## Problem requirements:
Could you set down the records below exactly as they are, with no pictures?

## Collected data:
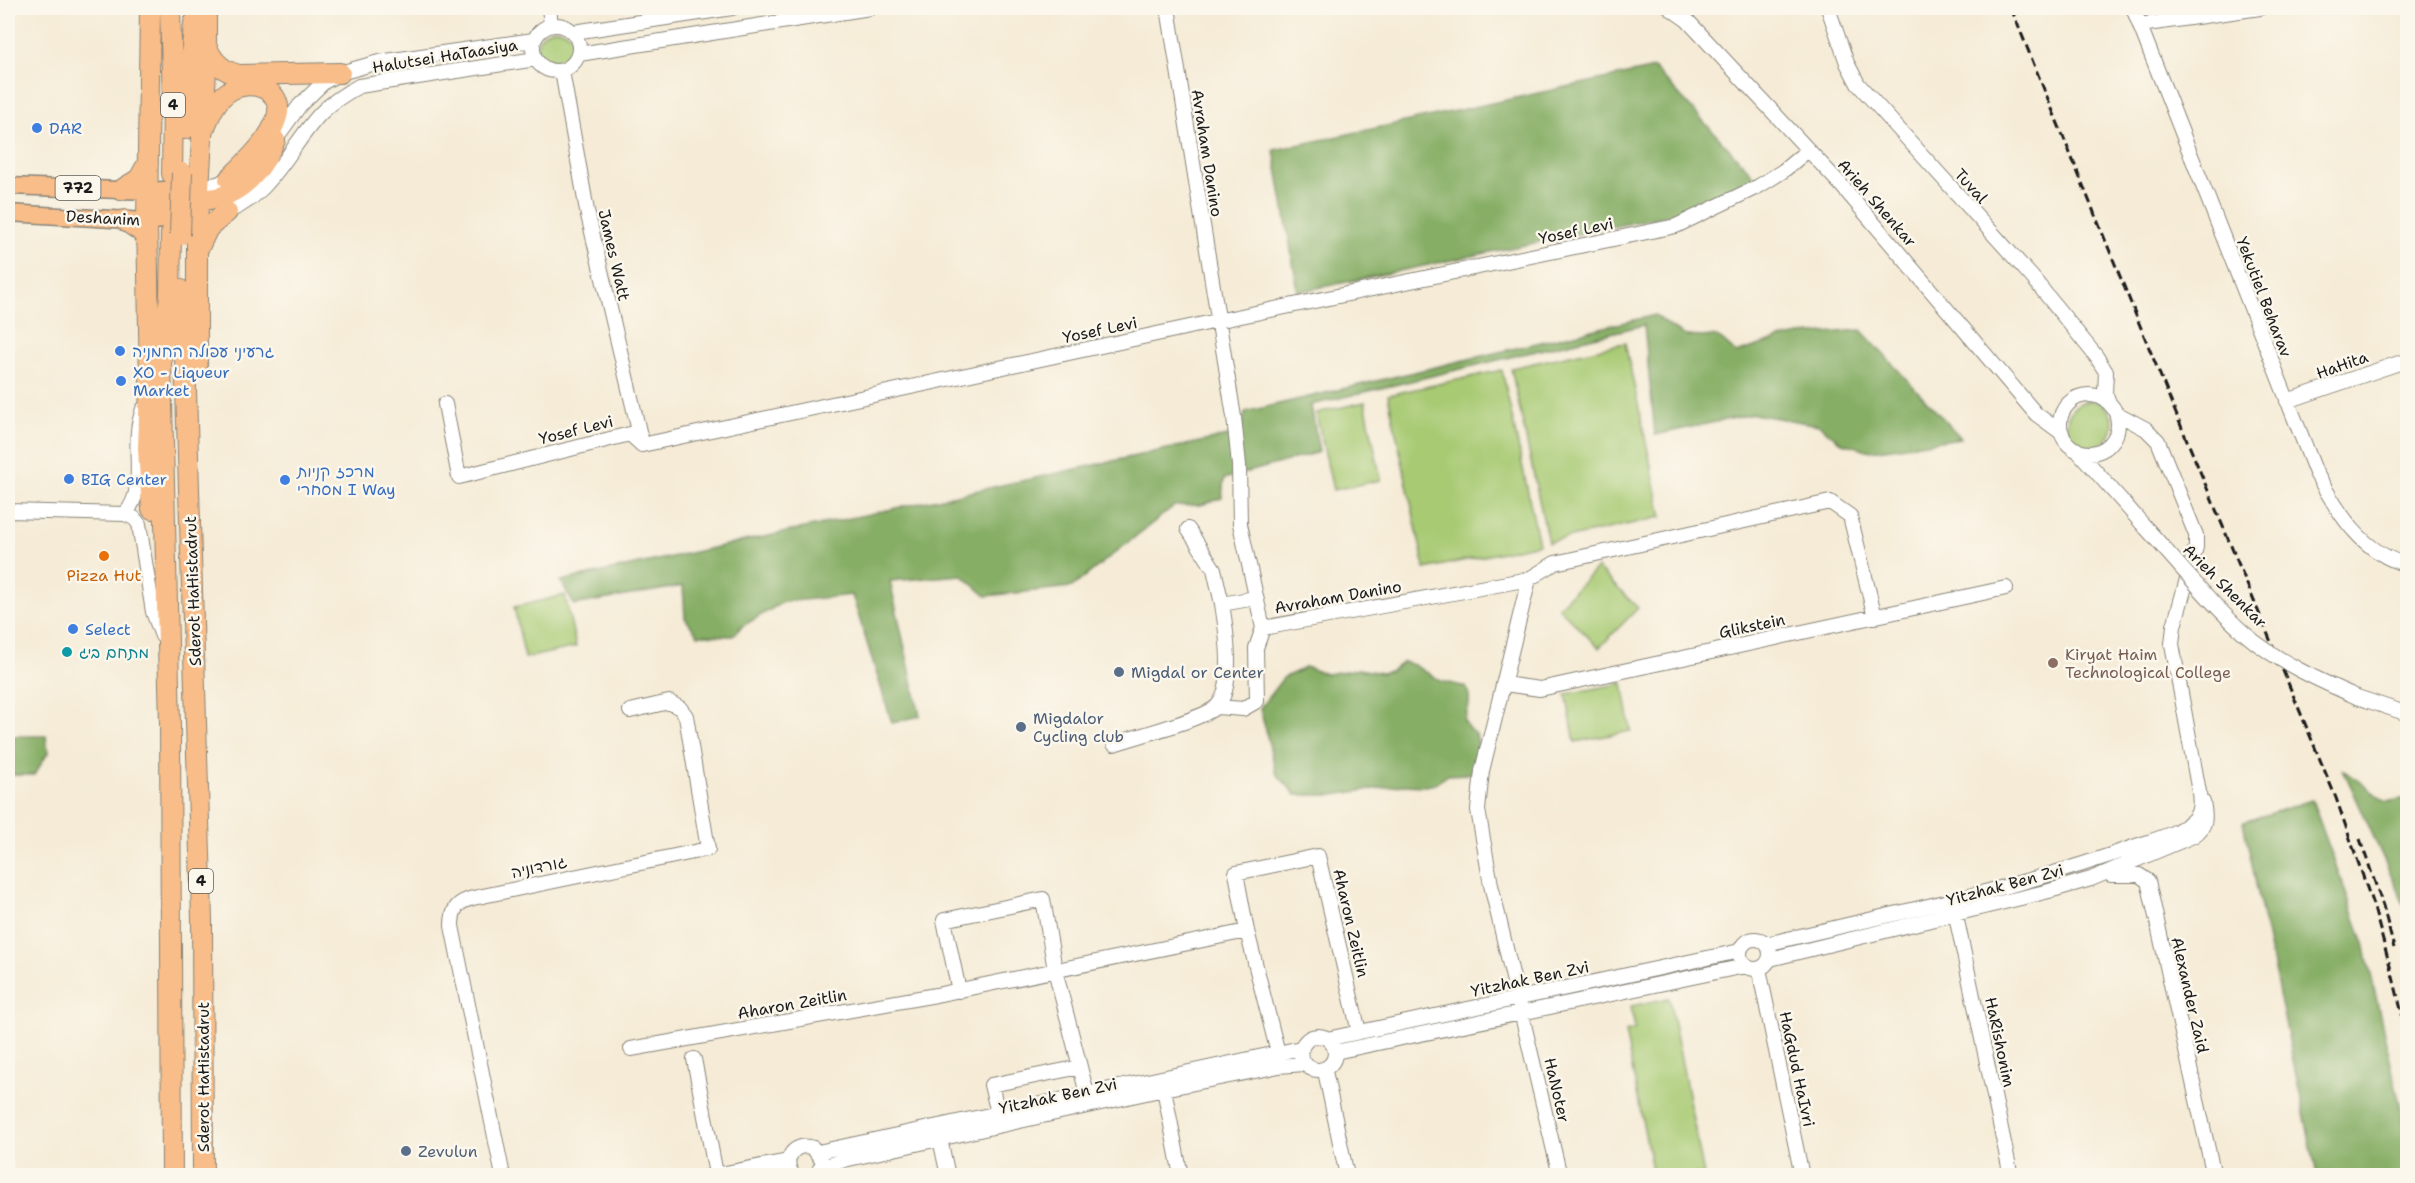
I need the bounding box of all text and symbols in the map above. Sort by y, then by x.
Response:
street label: Halutsei HaTaasiya [371,34,519,78]
street label: Avraham Danino [1187,88,1227,218]
road number: 4 [161,93,185,117]
place label: DAR [49,118,82,139]
marker: DAR [30,121,44,135]
street label: Arieh Shenkar [1833,154,1921,252]
street label: Tuval [1950,164,1992,208]
road number: 772 [56,176,100,200]
street label: Deshanim [65,206,141,230]
street label: James Watt [593,207,635,303]
street label: Yosef Levi [1537,213,1615,249]
street label: Yekutiel Beharav [2231,234,2297,360]
street label: Yosef Levi [1061,312,1139,348]
place label: גרעיני עפולה החמניה [132,341,275,362]
marker: גרעיני עפולה החמניה [113,344,127,358]
street label: HaHita [2313,346,2371,384]
place label: XO - Liqueur Market [133,362,230,401]
marker: XO - Liqueur Market [114,374,128,388]
street label: Yosef Levi [537,411,615,449]
place label: מרכז קניות מסחרי I Way [296,461,396,500]
place label: BIG Center [81,469,167,490]
marker: BIG Center [62,472,76,486]
marker: מרכז קניות מסחרי I Way [278,473,292,487]
street label: Sderot HaHistadrut [180,516,206,666]
street label: Arieh Shenkar [2179,540,2271,632]
marker: Pizza Hut [97,549,111,563]
place label: Pizza Hut [67,565,141,586]
street label: Avraham Danino [1273,575,1403,619]
street label: Glikstein [1717,609,1787,643]
place label: Select [85,619,131,640]
marker: Select [66,622,80,636]
place label: מתחם ביג [79,642,149,663]
place label: Kiryat Haim Technological College [2065,644,2231,683]
marker: מתחם ביג [60,645,74,659]
marker: Kiryat Haim Technological College [2046,656,2060,670]
place label: Migdal or Center [1131,662,1264,683]
marker: Migdal or Center [1112,665,1126,679]
place label: Migdalor Cycling club [1033,708,1124,747]
marker: Migdalor Cycling club [1014,720,1028,734]
street label: גורדוניה [509,851,569,883]
street label: Yitzhak Ben Zvi [1944,859,2066,911]
street label: Aharon Zeitlin [1328,867,1374,979]
road number: 4 [189,869,213,893]
street label: Alexander Zaid [2166,935,2214,1055]
street label: Yitzhak Ben Zvi [1469,956,1591,1002]
street label: Aharon Zeitlin [736,984,849,1024]
street label: HaRishonim [1980,995,2020,1089]
street label: Sderot HaHistadrut [193,1002,214,1152]
street label: HaGdud HaIvri [1775,1009,1819,1129]
street label: HaNoter [1539,1056,1575,1124]
street label: Yitzhak Ben Zvi [997,1073,1119,1119]
place label: Zevulun [418,1141,478,1162]
marker: Zevulun [399,1144,413,1158]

## Written answer:
I need the bounding box of all text and symbols in the map above. Sort by y, then by x.
Response:
street label: Halutsei HaTaasiya [371,34,519,78]
street label: Avraham Danino [1187,88,1227,218]
road number: 4 [161,93,185,117]
place label: DAR [49,118,82,139]
marker: DAR [30,121,44,135]
street label: Arieh Shenkar [1833,154,1921,252]
street label: Tuval [1950,164,1992,208]
road number: 772 [56,176,100,200]
street label: Deshanim [65,206,141,230]
street label: James Watt [593,207,635,303]
street label: Yosef Levi [1537,213,1615,249]
street label: Yekutiel Beharav [2231,234,2297,360]
street label: Yosef Levi [1061,312,1139,348]
place label: גרעיני עפולה החמניה [132,341,275,362]
marker: גרעיני עפולה החמניה [113,344,127,358]
street label: HaHita [2313,346,2371,384]
place label: XO - Liqueur Market [133,362,230,401]
marker: XO - Liqueur Market [114,374,128,388]
street label: Yosef Levi [537,411,615,449]
place label: מרכז קניות מסחרי I Way [296,461,396,500]
place label: BIG Center [81,469,167,490]
marker: BIG Center [62,472,76,486]
marker: מרכז קניות מסחרי I Way [278,473,292,487]
street label: Sderot HaHistadrut [180,516,206,666]
street label: Arieh Shenkar [2179,540,2271,632]
marker: Pizza Hut [97,549,111,563]
place label: Pizza Hut [67,565,141,586]
street label: Avraham Danino [1273,575,1403,619]
street label: Glikstein [1717,609,1787,643]
place label: Select [85,619,131,640]
marker: Select [66,622,80,636]
place label: מתחם ביג [79,642,149,663]
place label: Kiryat Haim Technological College [2065,644,2231,683]
marker: מתחם ביג [60,645,74,659]
marker: Kiryat Haim Technological College [2046,656,2060,670]
place label: Migdal or Center [1131,662,1264,683]
marker: Migdal or Center [1112,665,1126,679]
place label: Migdalor Cycling club [1033,708,1124,747]
marker: Migdalor Cycling club [1014,720,1028,734]
street label: גורדוניה [509,851,569,883]
street label: Yitzhak Ben Zvi [1944,859,2066,911]
street label: Aharon Zeitlin [1328,867,1374,979]
road number: 4 [189,869,213,893]
street label: Alexander Zaid [2166,935,2214,1055]
street label: Yitzhak Ben Zvi [1469,956,1591,1002]
street label: Aharon Zeitlin [736,984,849,1024]
street label: HaRishonim [1980,995,2020,1089]
street label: Sderot HaHistadrut [193,1002,214,1152]
street label: HaGdud HaIvri [1775,1009,1819,1129]
street label: HaNoter [1539,1056,1575,1124]
street label: Yitzhak Ben Zvi [997,1073,1119,1119]
place label: Zevulun [418,1141,478,1162]
marker: Zevulun [399,1144,413,1158]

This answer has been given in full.